27. 2018 Notre Dame (12-1)
CFP result: lost to Clemson, 30-3
An unbeaten Power 5 (or power conference-adjacent) team will almost always make the CFP, and the Fighting Irish earned their spot with increasingly dominant wins over quality Michigan, Stanford and Syracuse teams. Their defense was solid and exciting (10th in defensive SP+), but their offensive limitations were made crystal clear when they had to face a peaking Clemson squad in the Cotton Bowl.
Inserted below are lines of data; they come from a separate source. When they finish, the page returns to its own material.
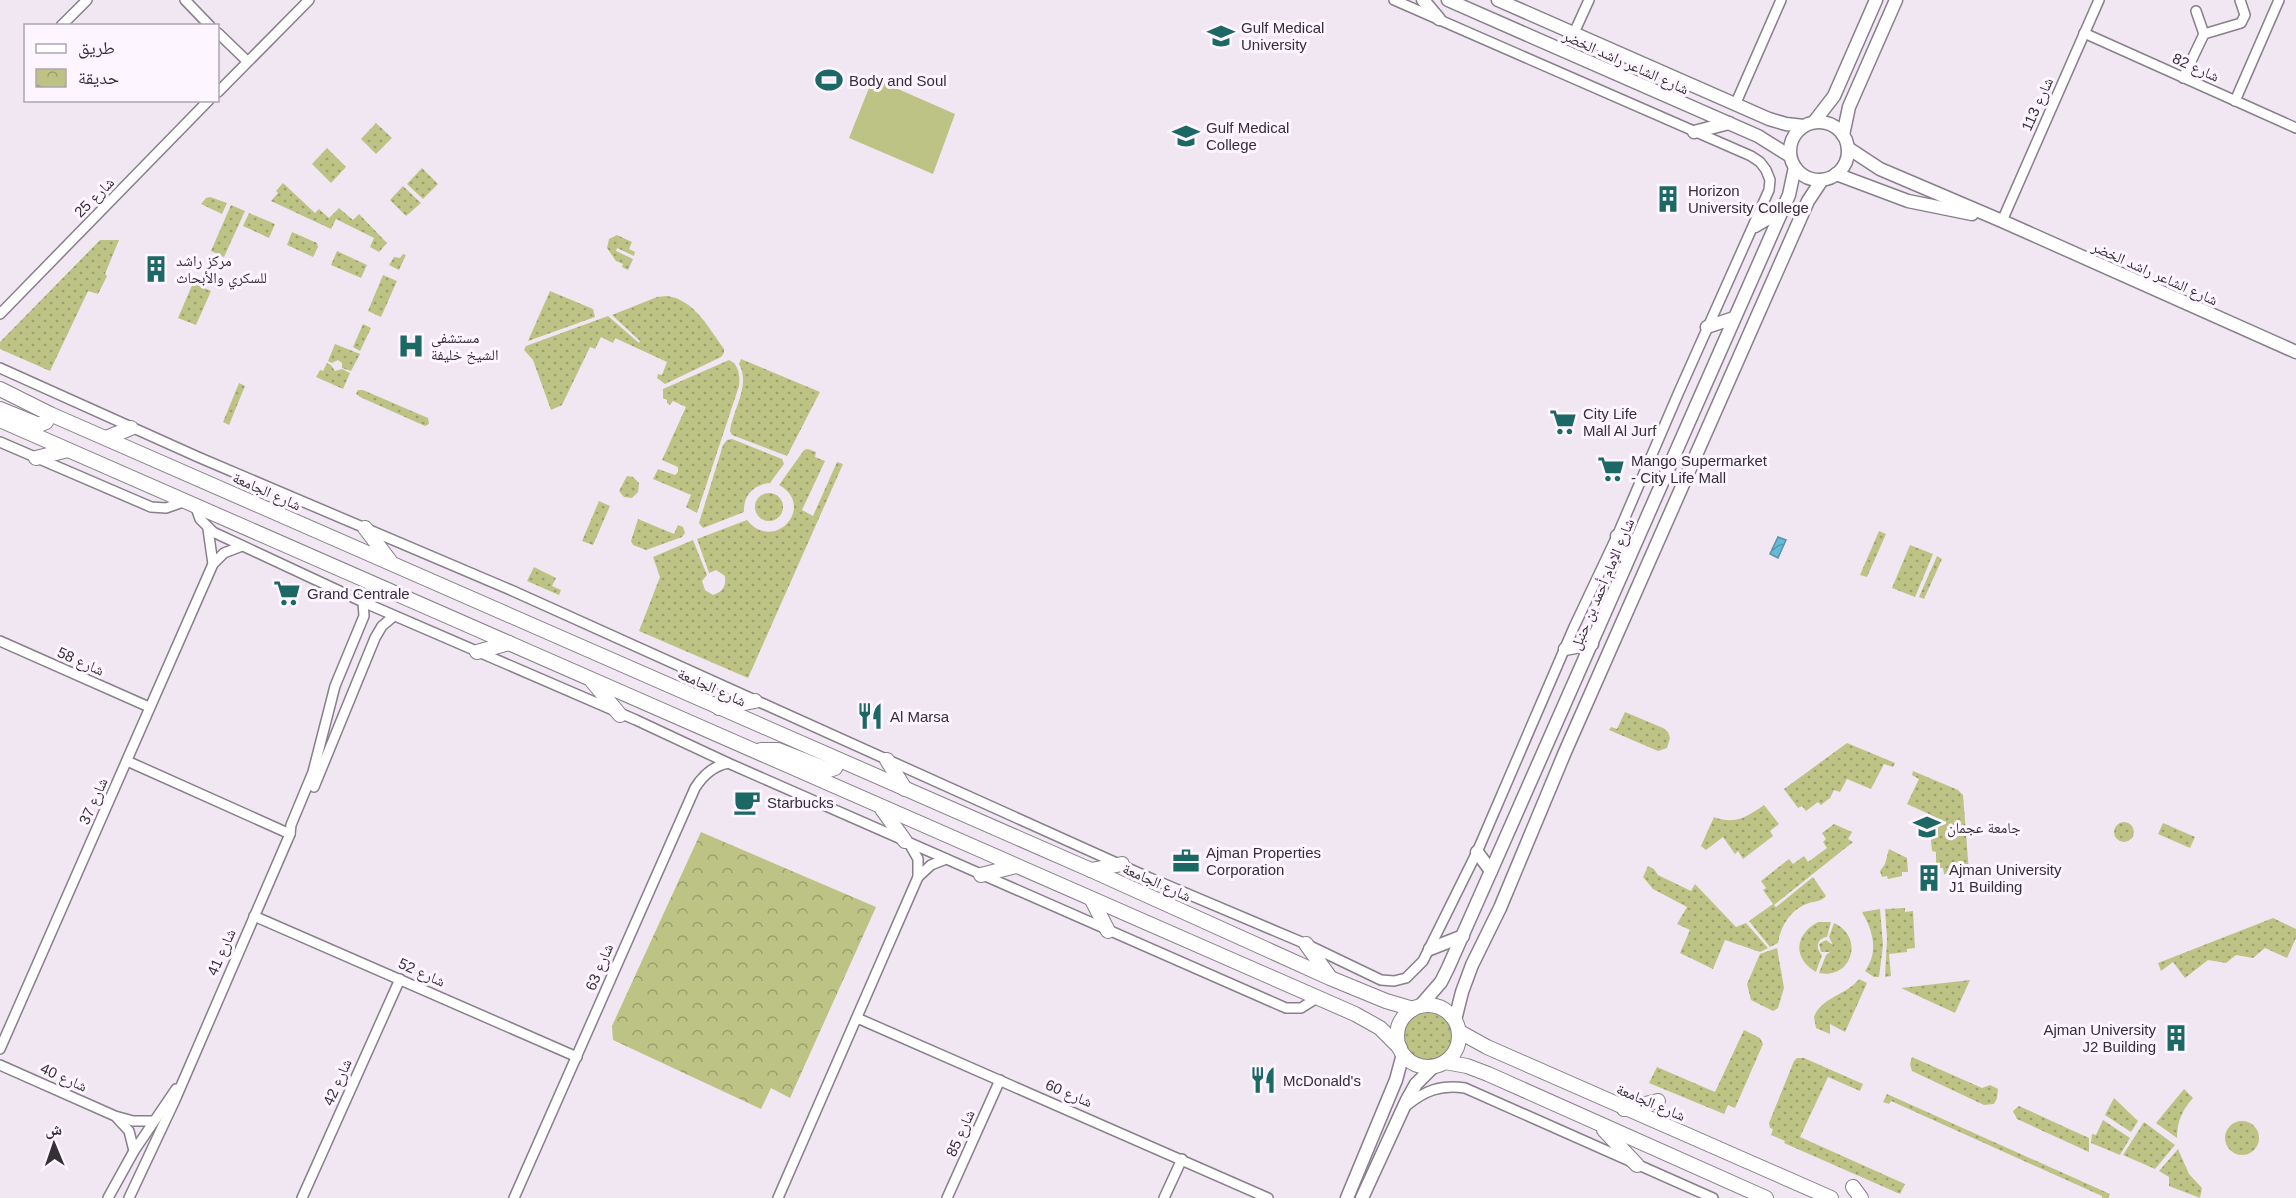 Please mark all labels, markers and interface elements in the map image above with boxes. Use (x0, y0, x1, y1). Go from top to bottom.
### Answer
place label: Gulf Medical University (1241, 19, 1324, 53)
school or university icon: Gulf Medical University (1206, 21, 1236, 51)
legend (24, 24, 219, 102)
street label: شارع الشاعر راشد الخضر (1559, 26, 1692, 99)
text: طريق (78, 38, 115, 59)
street label: شارع 82 (2169, 49, 2222, 87)
sports icon: Body and Soul (814, 65, 844, 95)
text: حديقة (78, 68, 119, 88)
place label: Body and Soul (849, 72, 947, 89)
street label: شارع 113 (2018, 75, 2058, 134)
place label: Gulf Medical College (1206, 119, 1289, 153)
school or university icon: Gulf Medical College (1171, 121, 1201, 151)
street label: شارع 25 (71, 173, 119, 222)
place label: Horizon University College (1688, 182, 1809, 216)
building icon: Horizon University College (1653, 184, 1683, 214)
street label: شارع الشاعر راشد الخضر (2088, 237, 2221, 310)
place label: مركز راشد للسكري والأبحاث (176, 252, 267, 289)
building icon: مركز راشد للسكري والأبحاث (141, 254, 171, 284)
place label: مستشفى الشيخ خليفة (431, 329, 498, 365)
hospital icon: مستشفى الشيخ خليفة (396, 331, 426, 361)
place label: City Life Mall Al Jurf (1583, 405, 1657, 439)
supermarket icon: City Life Mall Al Jurf (1548, 407, 1578, 437)
place label: Mango Supermarket - City Life Mall (1631, 452, 1768, 486)
supermarket icon: Mango Supermarket - City Life Mall (1596, 454, 1626, 484)
street label: شارع الجامعة (229, 468, 304, 515)
street label: شارع الإمام أحمد بن حنبل (1567, 516, 1639, 653)
supermarket icon: Grand Centrale (272, 578, 302, 608)
place label: Grand Centrale (307, 585, 410, 602)
street label: شارع 58 (54, 643, 107, 681)
street label: شارع الجامعة (674, 664, 749, 711)
restaurant icon: Al Marsa (855, 701, 885, 731)
place label: Al Marsa (890, 708, 950, 725)
street label: شارع 37 (75, 775, 113, 828)
cafe icon: Starbucks (732, 787, 762, 817)
place label: Starbucks (767, 794, 834, 811)
school or university icon: جامعة عجمان (1912, 812, 1942, 842)
place label: جامعة عجمان (1947, 819, 2021, 838)
place label: Ajman Properties Corporation (1206, 844, 1321, 878)
office icon: Ajman Properties Corporation (1171, 846, 1201, 876)
street label: شارع الجامعة (1119, 859, 1194, 906)
place label: Ajman University J1 Building (1949, 861, 2062, 895)
building icon: Ajman University J1 Building (1914, 863, 1944, 893)
street label: شارع 41 (203, 926, 241, 979)
street label: شارع 63 (582, 941, 618, 994)
street label: شارع 52 (395, 954, 448, 992)
place label: Ajman University J2 Building (2043, 1021, 2156, 1055)
building icon: Ajman University J2 Building (2161, 1023, 2191, 1053)
street label: شارع 42 (319, 1056, 357, 1109)
street label: شارع 40 (37, 1059, 90, 1097)
restaurant icon: McDonald's (1248, 1065, 1278, 1095)
place label: McDonald's (1283, 1072, 1361, 1089)
street label: شارع 60 (1042, 1076, 1095, 1112)
street label: شارع الجامعة (1613, 1080, 1688, 1126)
street label: شارع 85 (942, 1107, 980, 1160)
north arrow (24, 1114, 84, 1174)
text: ش (45, 1121, 62, 1139)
The game was tied after one quarter, but it got much, much worse from there.

26. 2020 Notre Dame (10-2)
CFP result: Lost to Alabama, 31-14
For most of three months, it felt as if this Notre Dame team was different than the one that got blown out by Clemson in the CFP in 2018 or blown out by Alabama in the BCS Championship in 2012. The Irish beat a Trevor Lawrence-less Clemson in overtime and proved physical, mature and adaptable in starting 10-0. But in their final two games, against a full-strength Clemson in the ACC Championship and Alabama in the Rose Bowl semifinals, the Irish got their doors blown off. They were outscored 65-24, and while they managed to keep Alabama within 17 points (31-14), it was with a strategy that almost seemed designed to lose by the smallest possible margin.

25. 2019 Oklahoma (12-2)
CFP result: lost to LSU, 63-28
After three years at No. 1, Lincoln Riley's Sooners ranked only third in offensive SP+, and the defense wasn't good enough to make up for this smidgen of offensive mortality. They rolled to 7-0 but stumbled against Kansas State and eked out four tight wins in their final five games. That was enough to earn the Sooners their fourth CFP appearance in five years, but they got destroyed in the Peach Bowl.
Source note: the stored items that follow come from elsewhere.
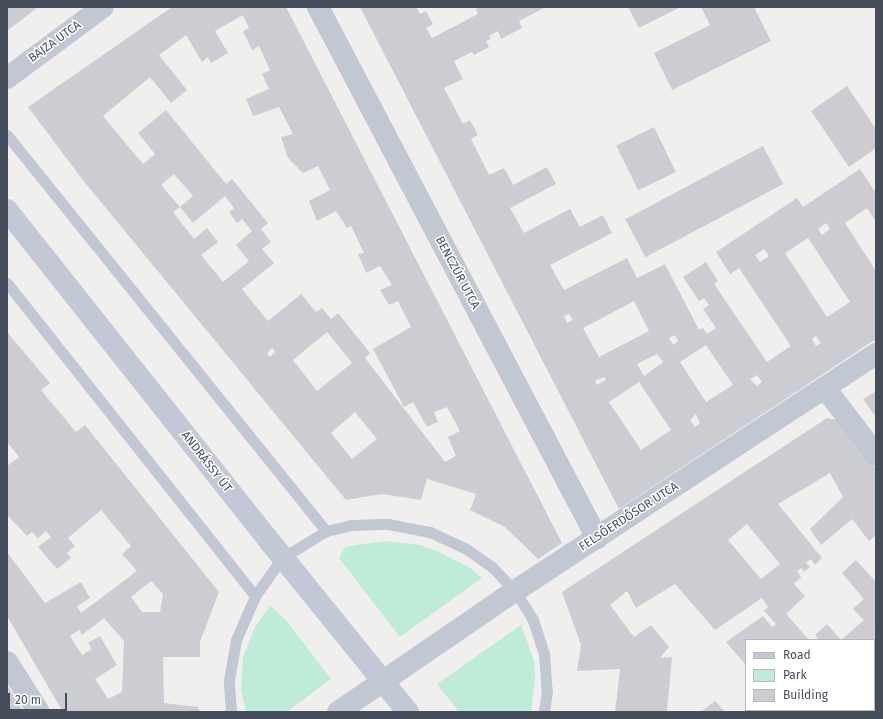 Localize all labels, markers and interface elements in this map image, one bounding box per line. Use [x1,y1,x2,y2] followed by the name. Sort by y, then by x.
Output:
[26,18,84,66] street label: BAJZA UTCA
[432,234,482,312] street label: BENCZÚR UTCA
[178,429,234,495] street label: ANDRÁSSY ÚT
[577,480,681,554] street label: FELSŐERDŐSOR UTCA
[745,639,875,711] legend
[783,648,811,662] text: Road
[783,668,807,682] text: Park
[10,685,69,711] scale bar
[783,688,828,702] text: Building
[15,693,41,707] text: 20 m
24. 2016 Ohio State (11-2)
CFP result: lost to Clemson, 31-0
After what might have been Urban Meyer's most talented Ohio State team missed the CFP in 2015, the most offensively limited one made it the next year. The Buckeyes ranked just 32nd in offensive SP+. And although their defense was able to hold Deshaun Watson and Clemson to just two touchdowns in the Tigers' first 10 drives, Ohio State couldn't mount a drive of even 30 yards until late in an embarrassing shutout loss.

23. 2015 Oklahoma (11-2)
CFP result: lost to Clemson, 37-17
Bob Stoops' Sooners headed into 2015 with a new offensive coordinator (Lincoln Riley) and a transfer quarterback (Baker Mayfield), and after a disappointing 2014, OU reignited. The Sooners won a loaded Big 12 and were 3.5-point favorites against Clemson in the Orange Bowl. They even took a 17-16 lead into halftime. Clemson shifted into fifth gear in the second half, however, and the Sooners would soon be relegated to Mostly Annual Semifinalist status.
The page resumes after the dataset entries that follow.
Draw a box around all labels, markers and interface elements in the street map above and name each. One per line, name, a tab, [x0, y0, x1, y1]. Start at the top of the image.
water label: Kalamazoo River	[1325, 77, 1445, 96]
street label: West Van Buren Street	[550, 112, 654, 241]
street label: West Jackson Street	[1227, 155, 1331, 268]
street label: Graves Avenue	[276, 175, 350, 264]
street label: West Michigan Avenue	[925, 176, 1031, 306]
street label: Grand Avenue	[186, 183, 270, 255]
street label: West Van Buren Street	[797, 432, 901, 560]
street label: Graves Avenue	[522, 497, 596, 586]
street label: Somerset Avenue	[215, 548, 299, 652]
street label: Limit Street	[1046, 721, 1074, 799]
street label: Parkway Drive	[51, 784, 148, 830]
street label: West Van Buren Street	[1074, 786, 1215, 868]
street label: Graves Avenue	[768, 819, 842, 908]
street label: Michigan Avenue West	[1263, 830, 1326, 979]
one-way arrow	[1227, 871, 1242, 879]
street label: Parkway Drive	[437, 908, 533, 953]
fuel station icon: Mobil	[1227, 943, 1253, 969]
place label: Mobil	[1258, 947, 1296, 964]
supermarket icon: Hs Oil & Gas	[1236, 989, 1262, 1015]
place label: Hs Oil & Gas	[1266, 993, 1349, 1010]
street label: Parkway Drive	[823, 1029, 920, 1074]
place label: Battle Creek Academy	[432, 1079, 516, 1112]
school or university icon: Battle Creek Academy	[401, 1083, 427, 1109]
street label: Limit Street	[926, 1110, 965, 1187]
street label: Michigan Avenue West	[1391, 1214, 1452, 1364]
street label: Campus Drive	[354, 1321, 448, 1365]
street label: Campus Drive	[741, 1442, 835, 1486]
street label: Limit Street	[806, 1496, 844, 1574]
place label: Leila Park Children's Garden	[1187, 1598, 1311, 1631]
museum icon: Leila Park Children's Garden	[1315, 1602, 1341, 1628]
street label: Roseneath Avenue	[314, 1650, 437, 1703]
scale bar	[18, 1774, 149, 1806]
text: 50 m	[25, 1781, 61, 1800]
22. 2014 Florida State (13-1)
CFP result: lost to Oregon, 59-20
The Seminoles returned lots of key figures from their 2013 national title romp, but they had to eke out tight win after tight win -- seven one-score games in all. While the BCS would have given us a Bama-FSU title game that year, the CFP gave the Noles the No. 3 seed and sent them to the Rose Bowl, where a 34-0 Ducks run ended FSU's 29-game winning streak in stark fashion.

21. 2018 Oklahoma (12-2)
CFP result: lost to Alabama, 45-34
OU lost Baker Mayfield but somehow improved offensively. Kyler Murray threw for 4,361 yards and rushed for 1,001, and the Sooners topped 45 points 10 times. The defense, however, was dreck. Lincoln Riley fired coordinator Mike Stoops six games in, but the Sooners allowed 44 points per game over their final six contests and gave up 31 first-half points to Alabama in the Orange Bowl. That was too much for even Murray to overcome.

20. 2017 Clemson (12-2)
CFP result: lost to Alabama, 24-6
You know your program is in great shape when "transition year" means "only making the CFP semis." The Tigers boasted perhaps the best defense of the Dabo Swinney era, but Deshaun Watson was gone, and Trevor Lawrence wouldn't arrive in town for another year. Clemson was too good for the rest of the ACC -- upset loss to Syracuse aside -- but it gained just 188 yards against Alabama in the Sugar Bowl, bowing out slightly earlier than normal.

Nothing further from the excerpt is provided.